Teen slashed opponent with knife during game, police say

I selected this article because I wanted recent news that happened near the East Meadow Public Library where I work. The incident occurred across the street from the library in Eisenhower Park. The article describes how a Uniondale teen slashed another teen in the face with a knife during a basketball game.

The phrase “became irate”, stated by Nassau County Police, is quoted in the article. The article says that the motivation for the stabbing isn’t clear. Based on stereotypes against teens, the article subtly portrays him as possibly emotionally unstable. As Morgan so adequately stated in her post, “silently affecting the situation’s portrayal” is the fact that the teen in my article is a POC. Similar to Morgan’s article, there are other factors in my article that feed into stereotypes. The picture, for example, shows the teen with blood shot eyes and a scowling expression.

It’s easy to view this as an isolated incident. We could say that this story is about one bad seed, and harmless to teens in general. However, the bias against teenagers is very real. Unfortunately, these biases affect how libraries treat teens too. When I studied library spaces to research for a community profile, it was apparent to me how often teen spaces are small and isolated from the rest of the library. At a library I used to frequent, the clerks were harsher toward the teens than other patrons, and the security guard would shout at them for talking too much. The whole library could hear him, and there were multiple scenarios where he threatened to call the police. Library workers need to be extra careful about what news they read, and about their own internal biases when serving teen patrons.

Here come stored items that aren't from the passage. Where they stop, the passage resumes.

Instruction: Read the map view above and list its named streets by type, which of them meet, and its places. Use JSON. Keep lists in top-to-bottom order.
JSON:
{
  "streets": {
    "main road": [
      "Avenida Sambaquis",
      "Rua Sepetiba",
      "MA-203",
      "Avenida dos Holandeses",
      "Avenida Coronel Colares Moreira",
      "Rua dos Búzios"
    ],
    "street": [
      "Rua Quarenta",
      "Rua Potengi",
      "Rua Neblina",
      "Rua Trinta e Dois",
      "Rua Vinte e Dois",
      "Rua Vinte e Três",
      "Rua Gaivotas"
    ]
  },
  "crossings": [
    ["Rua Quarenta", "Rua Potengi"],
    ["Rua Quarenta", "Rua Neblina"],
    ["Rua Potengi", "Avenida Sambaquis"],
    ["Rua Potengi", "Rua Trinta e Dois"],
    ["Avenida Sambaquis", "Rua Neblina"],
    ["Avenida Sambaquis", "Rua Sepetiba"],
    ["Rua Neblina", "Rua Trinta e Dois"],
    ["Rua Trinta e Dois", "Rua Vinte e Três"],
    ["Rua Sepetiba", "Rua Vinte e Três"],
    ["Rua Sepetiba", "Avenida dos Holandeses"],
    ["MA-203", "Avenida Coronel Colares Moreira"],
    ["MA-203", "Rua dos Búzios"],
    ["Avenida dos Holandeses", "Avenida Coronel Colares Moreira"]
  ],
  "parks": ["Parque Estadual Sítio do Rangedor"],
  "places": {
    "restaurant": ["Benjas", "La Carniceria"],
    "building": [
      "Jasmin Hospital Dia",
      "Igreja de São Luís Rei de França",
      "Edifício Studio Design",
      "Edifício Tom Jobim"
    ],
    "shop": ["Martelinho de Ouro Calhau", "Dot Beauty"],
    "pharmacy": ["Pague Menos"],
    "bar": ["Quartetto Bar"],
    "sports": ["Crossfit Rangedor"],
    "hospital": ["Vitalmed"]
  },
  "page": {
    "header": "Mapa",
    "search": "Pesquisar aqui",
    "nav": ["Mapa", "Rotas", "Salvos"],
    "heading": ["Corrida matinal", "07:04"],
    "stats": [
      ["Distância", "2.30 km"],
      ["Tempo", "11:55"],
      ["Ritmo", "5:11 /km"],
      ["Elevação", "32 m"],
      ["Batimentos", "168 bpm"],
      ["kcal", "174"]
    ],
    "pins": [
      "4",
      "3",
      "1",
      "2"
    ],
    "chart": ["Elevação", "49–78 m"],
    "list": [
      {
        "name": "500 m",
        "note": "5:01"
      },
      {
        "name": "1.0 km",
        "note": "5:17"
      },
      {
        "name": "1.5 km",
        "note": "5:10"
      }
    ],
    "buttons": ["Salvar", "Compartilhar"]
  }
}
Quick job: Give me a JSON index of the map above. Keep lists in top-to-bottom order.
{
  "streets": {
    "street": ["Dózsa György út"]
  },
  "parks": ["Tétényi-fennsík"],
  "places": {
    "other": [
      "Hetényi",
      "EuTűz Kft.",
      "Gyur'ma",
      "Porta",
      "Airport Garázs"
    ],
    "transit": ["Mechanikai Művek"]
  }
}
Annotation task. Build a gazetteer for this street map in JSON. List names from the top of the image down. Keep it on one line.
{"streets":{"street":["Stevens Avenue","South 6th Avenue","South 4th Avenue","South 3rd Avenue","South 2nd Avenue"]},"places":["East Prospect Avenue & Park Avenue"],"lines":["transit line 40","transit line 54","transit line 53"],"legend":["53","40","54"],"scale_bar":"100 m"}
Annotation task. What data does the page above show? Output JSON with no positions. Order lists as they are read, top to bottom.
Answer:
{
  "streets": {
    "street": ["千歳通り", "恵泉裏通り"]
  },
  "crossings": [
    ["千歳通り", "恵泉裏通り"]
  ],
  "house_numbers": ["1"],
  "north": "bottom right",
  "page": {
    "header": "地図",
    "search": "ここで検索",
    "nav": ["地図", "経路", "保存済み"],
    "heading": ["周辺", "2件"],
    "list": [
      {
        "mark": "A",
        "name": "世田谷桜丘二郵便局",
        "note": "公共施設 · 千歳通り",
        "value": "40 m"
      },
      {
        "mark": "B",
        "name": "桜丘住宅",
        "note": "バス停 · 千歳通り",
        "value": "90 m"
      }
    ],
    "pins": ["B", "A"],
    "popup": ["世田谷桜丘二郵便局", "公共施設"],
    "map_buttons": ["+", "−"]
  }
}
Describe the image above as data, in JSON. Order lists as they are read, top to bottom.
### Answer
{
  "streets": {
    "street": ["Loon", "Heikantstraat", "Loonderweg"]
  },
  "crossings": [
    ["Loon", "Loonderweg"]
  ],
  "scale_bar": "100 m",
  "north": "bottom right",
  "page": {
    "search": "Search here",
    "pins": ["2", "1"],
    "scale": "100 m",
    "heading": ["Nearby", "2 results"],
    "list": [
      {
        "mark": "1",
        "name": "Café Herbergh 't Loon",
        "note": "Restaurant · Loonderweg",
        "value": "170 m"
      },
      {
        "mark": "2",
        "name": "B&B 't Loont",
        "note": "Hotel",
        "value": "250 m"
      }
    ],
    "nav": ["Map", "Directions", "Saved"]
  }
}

Boyle, M. (2017, August 29). What Can Be Learned From News Stories About Local Teens. Retrieved August 30, 2017, from

Valenti, J. (2017, August 28). Teen slashed with knife during game, cops say. Retrieved August 30, 2017, from


One thought on “Libraries Aren’t Immune to Media Bias Against Teens

  1. Hi Jennifer,
    I think all library staff need to go through cultural sensitivity training so that we are all on the same page with how patrons should be treated regardless of age. I for one am guilty for treating teens a certain way as well but I believe I’ve learned from my mistakes and now I get respect. That’s all it really bolils down to as a result we want which is respect and honesty from the public we serve.